I have recently came across a website named SquidBlackList.org, which features a number or URL lists for safe web browsing using the open source proxy Squid. In particular, it features a quite big porn domains list, so I wondered: Is it possible to make a text classification system with WEKA to detect porn domains using the text in the URLs?

Just to note that SquidBlackList on porn (and most of the rest of the lists they provide is licensed under Creative Commons Attribution 3.0 Unported License: Blacklists (Squidblacklist.org) / CC BY 3.0

The Filtering Problem

Most web filtering systems work by using a manually classified list of URLs into a list of categories that are used to define filtering profiles (e.g. block porn but allow press). The URL lists or database must be manually maintained, and it has to be quite comprehensive regarding user browsing behaviour. As (aggregated) web browsing follows a Zipfian distribution (that is, relatively few URLs accumulate most of the traffic), you can provide a rather effective service by ensuring that your URL database covers the most popular URLs. URL-based filtering is rather efficient (if your database is well implemented), and it can easily cover around 95% of the web traffic (in terms of #requests, not in terms or #URLs).

However, covering the remaining 5% requires performing some kind of analysis. My target here is dynamically classifying that 5% of web requests (which may account for millions of URLs or even just domains) into two classes: notporn and porn. This way, we can cover the 100% of the traffic, and it is likely that we concentrate our classification mistakes (that may be possible at the URL database as well) only into that small 5% - so our filter can be 98% effective or more.

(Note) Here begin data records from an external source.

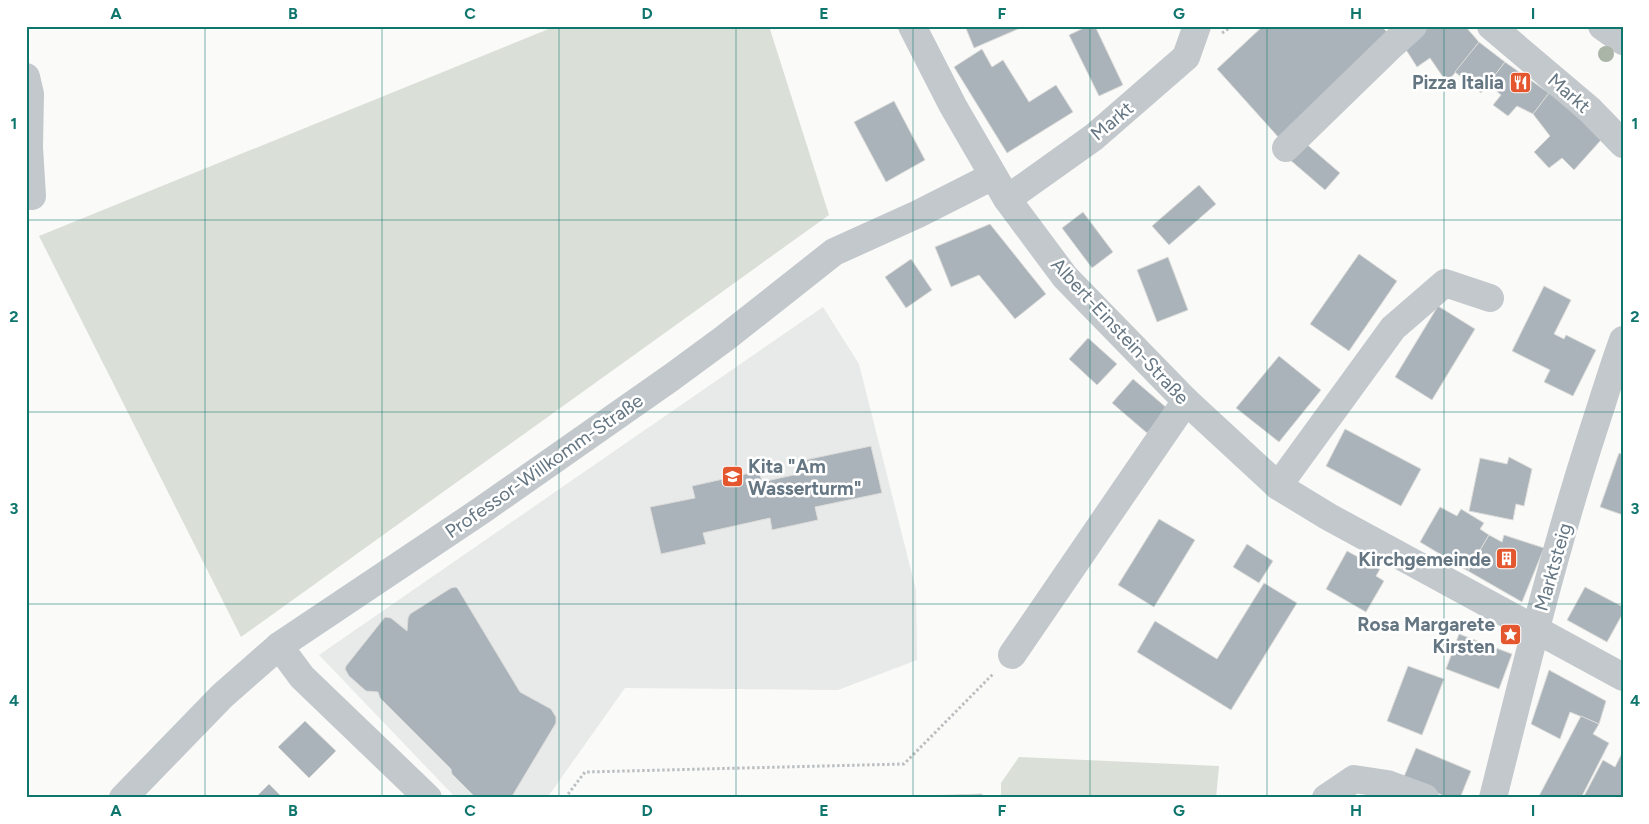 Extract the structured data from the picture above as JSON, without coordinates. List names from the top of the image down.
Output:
{
  "streets": {
    "street": [
      "Markt",
      "Albert-Einstein-Straße",
      "Professor-Willkomm-Straße",
      "Marktsteig"
    ]
  },
  "crossings": [
    ["Markt", "Albert-Einstein-Straße"],
    ["Markt", "Professor-Willkomm-Straße"],
    ["Albert-Einstein-Straße", "Professor-Willkomm-Straße"],
    ["Albert-Einstein-Straße", "Marktsteig"]
  ],
  "places": {
    "restaurant": ["Pizza Italia"],
    "school or university": ["Kita \"Am Wasserturm\""],
    "building": ["Kirchgemeinde"],
    "place": ["Rosa Margarete Kirsten"]
  },
  "grid": {
    "columns": [
      "A",
      "B",
      "C",
      "D",
      "E",
      "F",
      "G",
      "H",
      "I"
    ],
    "rows": [
      "1",
      "2",
      "3",
      "4"
    ]
  }
}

Why analyzing the URL text? For a matter of efficiency - you do not have to go to the Internet and get the actual Web content in order to analyze it, so all the processing is local to the proxy and you eventually avoid performing unnecessary Web requests at the proxy itself.

Collecting the Dataset

So we start with an 880k porn domains list, but although it is possible to learn only from positive examples, we may expect better effectiveness if we collect negative examples (not porn domains). A handy resource is the Top 1M Sites list by Alexa, a Web research company that provides this ranked list in a daily basis. Having 1M negative examples and 880k positive examples makes a good class balance and quite populated dataset -- nice for learning, specially when its instances are relatively short text sequences (e.g. google.com vs. porn.com).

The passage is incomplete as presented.